Namun Jelita berkata padaku kalau ia
tidak perduli kalau ada berkompi-kompi serdadu yang menyerang rumah ini, ia
tidak akan pernah menyerahkanku pada siapapun. Jelas, aku jauh lebih
mempercayai Jelita ketimbang sekelompok anak-anak yang bahkan sering berbohong
untuk hal-hal kecil seperti tugas piket di sekolah. Jelita tidak pernah
berbohong padaku.
Setiap kali hendak melepasku di
gerbang sekolah, kurasakan genggaman tangan Jelita semakin erat. Jelita tahu,
gedung bercat warna-warni dengan anak-anak yang bermain dengan riang di
lapangan itu hampir sama menegangkannya dengan hutan rimba yang dipenuhi
pemangsa. Jelita pernah mengalami penindasan kejam yang membuatnya pernah
mencoba bunuh diri di sekolah dulu, sampai sekarang bekas luka di pergelangan
tangan kirinya masih tampak samar-samar kalau diperhatikan dengan seksama.

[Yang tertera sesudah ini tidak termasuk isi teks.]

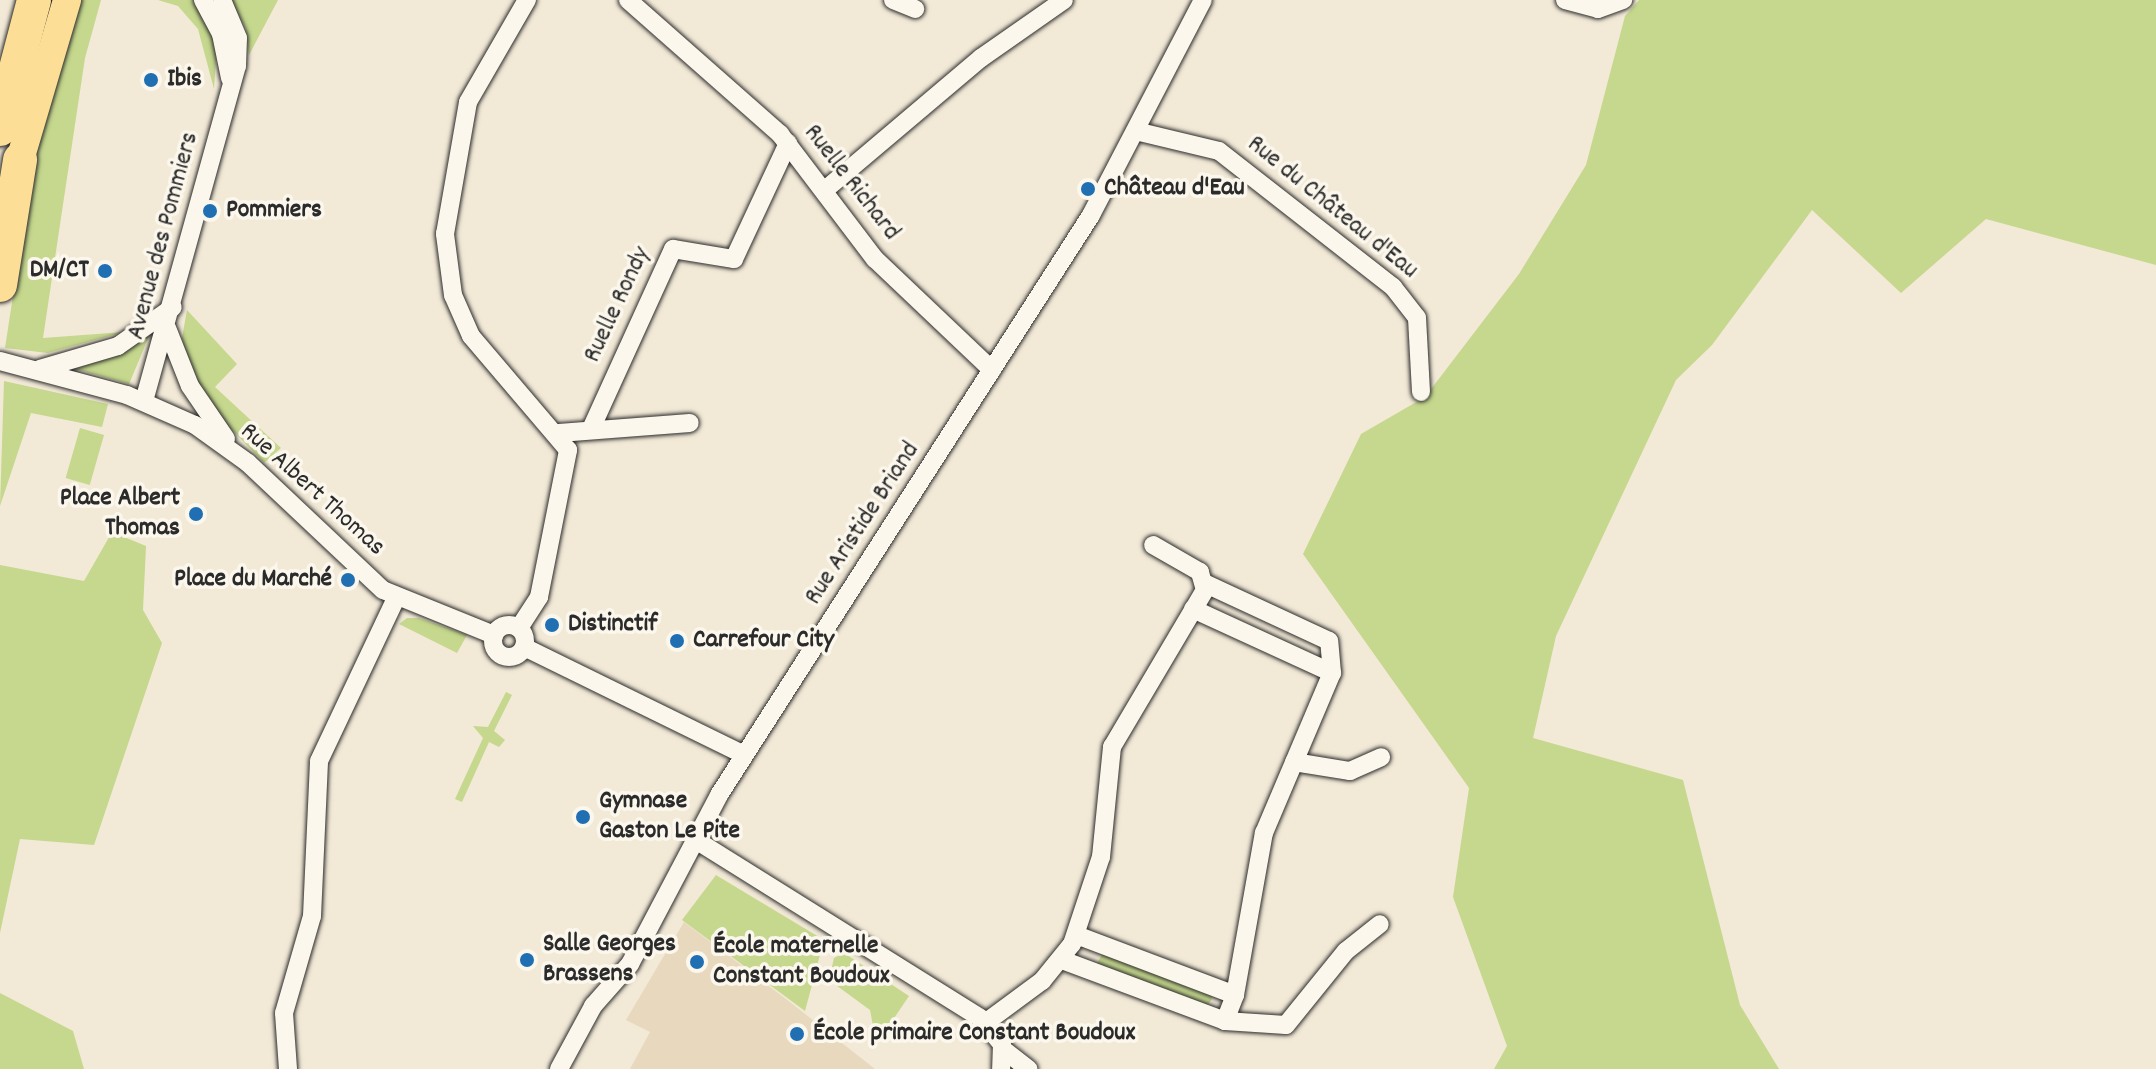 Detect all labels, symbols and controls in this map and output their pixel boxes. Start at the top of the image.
place label: Ibis [167,64,202,96]
marker: Ibis [142,71,160,89]
street label: Ruelle Richard [796,119,906,247]
street label: Avenue des Pommiers [121,129,207,343]
street label: Rue du Château d'Eau [1240,129,1424,287]
place label: Château d'Eau [1104,173,1245,205]
marker: Château d'Eau [1079,180,1097,198]
place label: Pommiers [226,195,322,227]
marker: Pommiers [201,202,219,220]
street label: Ruelle Rondy [578,242,658,368]
place label: DM/CT [30,255,89,287]
marker: DM/CT [96,262,114,280]
street label: Rue Albert Thomas [233,417,391,563]
street label: Rue Aristide Briand [799,437,927,611]
place label: Place Albert Thomas [60,483,180,544]
marker: Place Albert Thomas [187,505,205,523]
place label: Place du Marché [174,564,332,596]
marker: Place du Marché [339,571,357,589]
place label: Distinctif [568,609,657,641]
marker: Distinctif [543,616,561,634]
place label: Carrefour City [693,625,834,657]
marker: Carrefour City [668,632,686,650]
place label: Gymnase Gaston Le Pite [599,786,740,848]
marker: Gymnase Gaston Le Pite [574,808,592,826]
place label: Salle Georges Brassens [543,929,676,990]
place label: École maternelle Constant Boudoux [713,931,889,992]
marker: Salle Georges Brassens [518,951,536,969]
marker: École maternelle Constant Boudoux [688,953,706,971]
place label: École primaire Constant Boudoux [813,1018,1135,1050]
marker: École primaire Constant Boudoux [788,1025,806,1043] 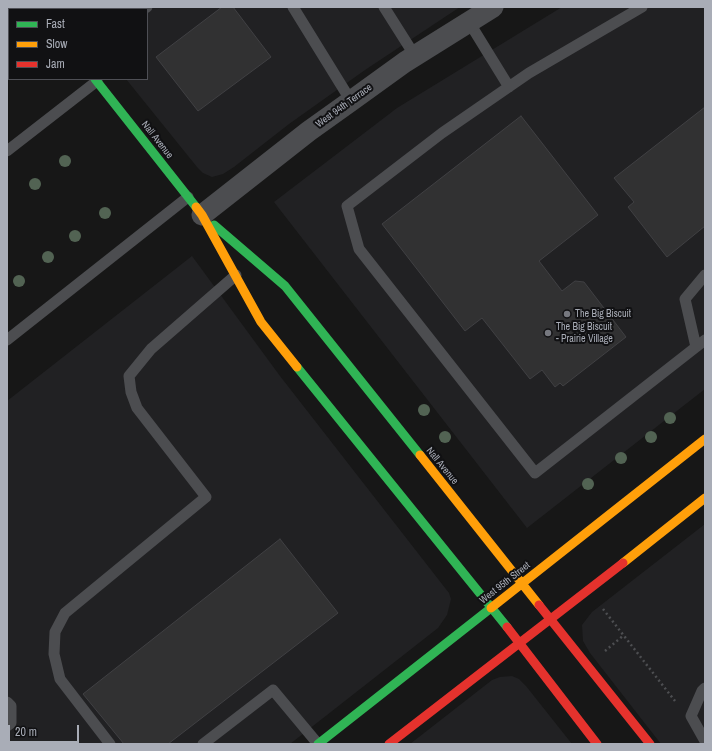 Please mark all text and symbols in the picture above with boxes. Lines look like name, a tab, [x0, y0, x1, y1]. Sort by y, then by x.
legend	[8, 8, 148, 80]
text: Fast	[46, 16, 65, 32]
text: Slow	[46, 36, 67, 52]
text: Jam	[46, 56, 65, 72]
street label: West 94th Terrace	[314, 82, 374, 130]
street label: Nall Avenue	[139, 119, 175, 161]
place label: The Big Biscuit	[575, 308, 631, 320]
marker: The Big Biscuit	[562, 309, 572, 319]
place label: The Big Biscuit - Prairie Village	[556, 321, 613, 344]
marker: The Big Biscuit - Prairie Village	[543, 328, 553, 338]
street label: Nall Avenue	[423, 445, 461, 487]
street label: West 95th Street	[477, 560, 533, 606]
scale bar	[10, 717, 81, 743]
text: 20 m	[15, 724, 37, 740]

“Baik-baik di sekolah, Permata …”
Jelita memelukku erat-erat, aku menghirup dalam-dalam wangi tubuhnya. “Sampai
nanti jam 1 siang.”
Kemudian ia membungkuk, menunjuk
pipinya agar kucium. Aku mencium kedua pipinya masing-masing sekali, kadang dua
kali. Teman-teman yang melihat meneriaki dan mengejekku, tapi aku tidak
perduli. Aku tidak malu mencium Jelita di depan umum, walau mereka menganggap
kelakuanku itu ‘seperti anak kecil’. Kalau syarat ‘menjadi remaja’ menurut
mereka adalah tidak boleh mencium pipi keluarga di depan umum tapi harus
mencium bibir cowok asing secara sembunyi-sembunyi di belakang sekolah, aku
memilih tetap menjadi anak kecil.
Ketika aku pulang, Jelita sudah
mempersiapkan makan siang untukku. Seperti sudah dikomando, perutku langsung
berbunyi. Di sekolah, aku jarang merasa lapar dan paling hanya membeli minum di
jam istirahat siang. Gara-gara ini juga guru di sekolah sempat menyangka aku
kena gangguan perilaku makan dan memanggil Jelita ke sekolah untuk bicara 4
mata. Jelita tertawa mendengar prasangka guru-guruku itu. Ia yang tahu kalau di
rumah aku menyantap habis semua makanan yang ia sajikan.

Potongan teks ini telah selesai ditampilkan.